ChatGPT and other machine learning-based solutions are on the rise. However, even the most successful algorithms have limitations. Researchers at the University of Copenhagen have mathematically proven that it is impossible to create consistently stable algorithms for artificial intelligence, except for simple problems. This research, published on the arXiv preprint server, may provide guidance on how to better test algorithms and remind us that machines do not possess human intelligence.

Machine learning algorithms can interpret medical scans, translate foreign languages, and soon drive cars more safely than humans. However, even the best algorithms have weaknesses. A research group at the University of Copenhagen's Department of Computer Science aims to uncover them.

Take the example of autonomous cars reading road signs. If someone puts a sticker on a sign, it wouldn't distract a human driver. But machines may easily be confused because the signs they encounter may differ from the ones they were trained on.

Amir Yehudayoff, the head of the research group, said, "We want algorithms to be stable in a sense that if the input changes slightly, the output will remain almost the same. Real-life involves various noises that humans are accustomed to ignoring, but machines may get confused."

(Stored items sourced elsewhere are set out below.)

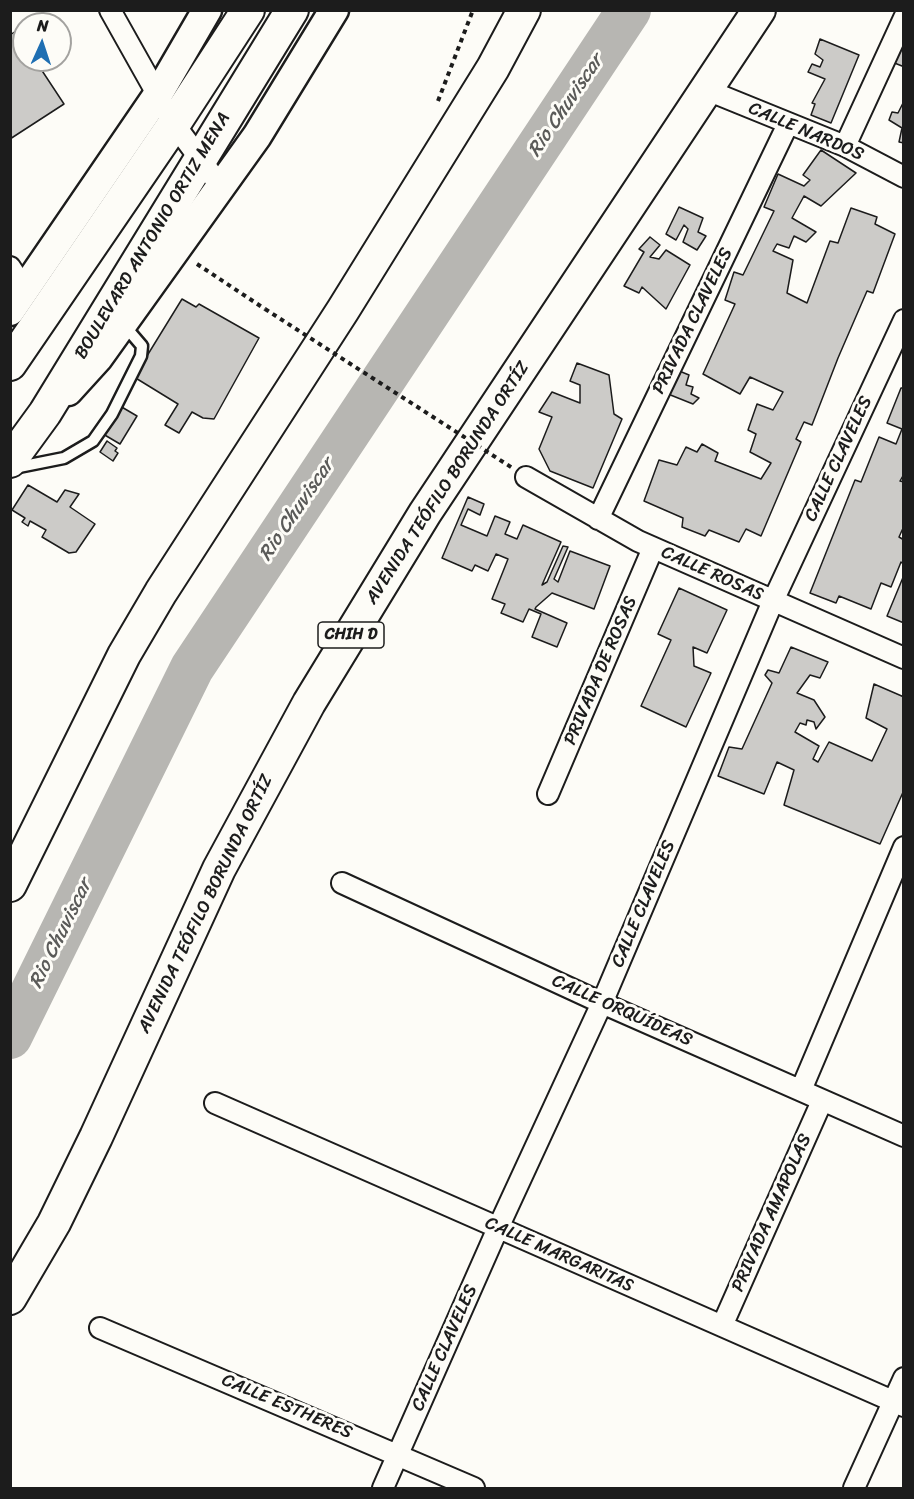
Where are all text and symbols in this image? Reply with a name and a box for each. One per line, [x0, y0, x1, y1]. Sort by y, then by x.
text: N [37, 11, 49, 40]
north arrow [12, 12, 72, 72]
water label: Rio Chuviscar [523, 50, 609, 162]
street label: CALLE NARDOS [745, 98, 867, 166]
street label: BOULEVARD ANTONIO ORTIZ MENA [71, 109, 235, 363]
street label: PRIVADA CLAVELES [648, 244, 738, 398]
street label: AVENIDA TEÓFILO BORUNDA ORTÍZ [361, 358, 535, 608]
street label: CALLE CLAVELES [800, 393, 878, 525]
water label: Rio Chuviscar [254, 454, 340, 566]
street label: CALLE ROSAS [658, 542, 766, 606]
street label: PRIVADA DE ROSAS [560, 594, 642, 748]
road number: CHIH D [318, 622, 384, 648]
street label: AVENIDA TEÓFILO BORUNDA ORTÍZ [134, 771, 278, 1037]
street label: CALLE CLAVELES [607, 837, 681, 971]
water label: Rio Chuviscar [24, 876, 98, 992]
street label: CALLE ORQUÍDEAS [548, 970, 696, 1052]
street label: PRIVADA AMAPOLAS [727, 1131, 817, 1295]
street label: CALLE MARGARITAS [482, 1213, 636, 1297]
street label: CALLE CLAVELES [407, 1281, 483, 1415]
street label: CALLE ESTHERES [218, 1370, 356, 1444]

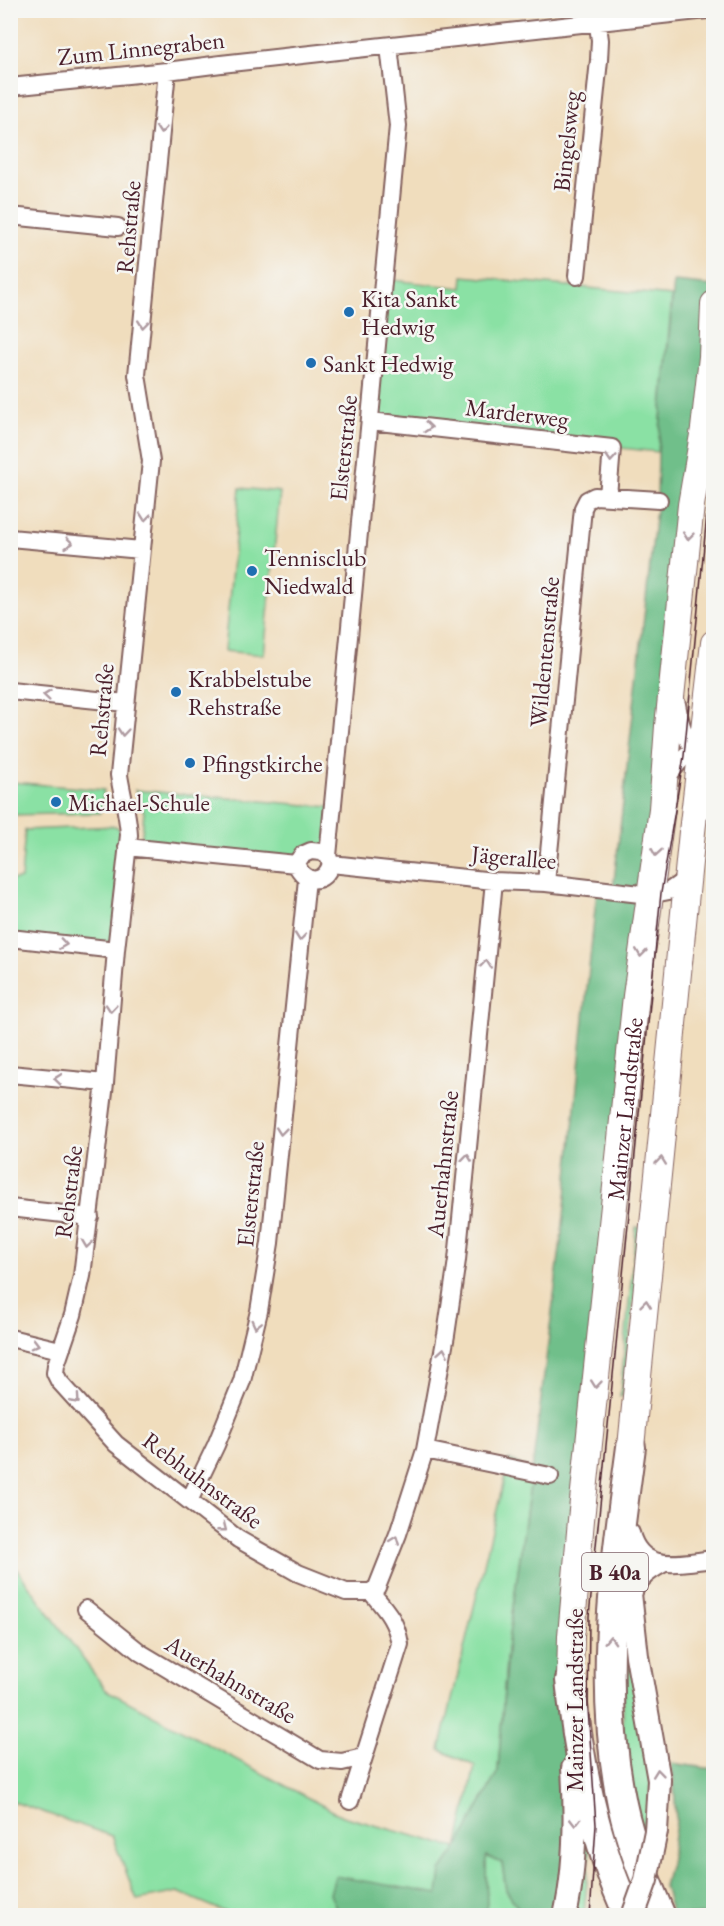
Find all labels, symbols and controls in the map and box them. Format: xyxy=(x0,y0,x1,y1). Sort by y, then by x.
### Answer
street label: Zum Linnegraben xyxy=(56,24,226,72)
street label: Bingelsweg xyxy=(545,88,587,193)
one-way arrow xyxy=(155,125,168,134)
street label: Rehstraße xyxy=(108,179,148,275)
place label: Kita Sankt Hedwig xyxy=(361,283,458,342)
marker: Kita Sankt Hedwig xyxy=(342,305,356,319)
one-way arrow xyxy=(137,319,150,328)
place label: Sankt Hedwig xyxy=(323,348,454,379)
marker: Sankt Hedwig xyxy=(304,356,318,370)
street label: Marderweg xyxy=(464,391,571,435)
street label: Elsterstraße xyxy=(322,394,364,502)
one-way arrow xyxy=(423,420,433,433)
one-way arrow xyxy=(604,454,617,463)
one-way arrow xyxy=(139,512,151,521)
one-way arrow xyxy=(682,532,695,541)
one-way arrow xyxy=(64,536,73,549)
place label: Tennisclub Niedwald xyxy=(264,542,366,601)
marker: Tennisclub Niedwald xyxy=(245,564,259,578)
street label: Wildentenstraße xyxy=(522,575,566,729)
street label: Rehstraße xyxy=(81,662,121,758)
place label: Krabbelstube Rehstraße xyxy=(188,663,311,722)
marker: Krabbelstube Rehstraße xyxy=(169,685,183,699)
one-way arrow xyxy=(43,689,52,702)
one-way arrow xyxy=(117,727,130,736)
place label: Pfingstkirche xyxy=(202,748,323,779)
marker: Pfingstkirche xyxy=(183,756,197,770)
place label: Michael-Schule xyxy=(68,787,210,818)
marker: Michael-Schule xyxy=(49,795,63,809)
street label: Jägerallee xyxy=(468,838,558,876)
one-way arrow xyxy=(651,848,663,857)
one-way arrow xyxy=(295,932,307,941)
one-way arrow xyxy=(59,937,68,949)
one-way arrow xyxy=(636,949,648,958)
one-way arrow xyxy=(479,960,492,969)
one-way arrow xyxy=(105,1004,118,1013)
street label: Mainzer Landstraße xyxy=(599,1016,649,1202)
one-way arrow xyxy=(53,1073,62,1085)
street label: Auerhahnstraße xyxy=(419,1089,465,1240)
one-way arrow xyxy=(275,1126,288,1135)
street label: Elsterstraße xyxy=(229,1140,271,1248)
street label: Rehstraße xyxy=(47,1144,89,1240)
one-way arrow xyxy=(460,1154,473,1163)
one-way arrow xyxy=(654,1156,667,1165)
one-way arrow xyxy=(81,1239,93,1249)
one-way arrow xyxy=(639,1300,652,1309)
one-way arrow xyxy=(251,1319,264,1329)
one-way arrow xyxy=(30,1336,40,1349)
one-way arrow xyxy=(436,1347,449,1357)
one-way arrow xyxy=(590,1380,603,1389)
one-way arrow xyxy=(69,1393,80,1404)
street label: Rebhuhnstraße xyxy=(137,1425,269,1535)
one-way arrow xyxy=(216,1520,227,1531)
one-way arrow xyxy=(388,1535,400,1546)
road number: B 40a xyxy=(582,1553,648,1591)
street label: Mainzer Landstraße xyxy=(559,1608,590,1792)
street label: Auerhahnstraße xyxy=(159,1627,302,1730)
one-way arrow xyxy=(603,1636,616,1645)
one-way arrow xyxy=(652,1769,665,1778)
one-way arrow xyxy=(569,1818,581,1827)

Yehudayoff added, "I want to point out that we haven't directly studied automated car applications. Nevertheless, it seems to be a very complex problem where algorithms cannot remain stable." He further explained that this does not necessarily mean significant consequences for the development of automated cars. "If the algorithm only fails in very few cases, it is likely acceptable. But if it fails in a large number of cases, that is bad news."

This scientific article cannot be industrially applied to identify flaws in algorithms. The professor explained that it is not the purpose. "We are developing a language to discuss the weaknesses of machine learning algorithms. This may lead to the formulation of guidelines for testing algorithms. In the long run, this may result in the development of better and more stable algorithms."

Yehudayoff said, "Some companies may claim to have developed an absolutely secure privacy protection solution. Firstly, our approach may help determine that such a solution cannot be absolutely secure. Secondly, it will be able to identify weaknesses."

However, first and foremost, this scientific article contributes to theory. Particularly, the mathematical content is groundbreaking, he added,

"We intuitively understand that stable algorithms should work as before when exposed to a small amount of input noise. Just like road signs with stickers on them." But as theoretical computer scientists, we need a clear definition. We must be able to describe this problem in the language of mathematics. If we want to ensure that an algorithm is stable, how much noise can it withstand, and how close should the output be to the original output? That is the answer we propose."

This scientific article has generated great interest among colleagues in theoretical computer science, but not yet in the tech industry, at least not now.

Yehudayoff said, "There is always some delay between new theoretical developments and the interest of application personnel." "Some theoretical developments will always be overlooked."

However, he believes this won't be the case. "Machine learning continues to evolve rapidly, and it is important to remember that even highly successful solutions in the real world have limitations. Machines may sometimes appear to think, but they do not possess human intelligence, and that needs to be remembered."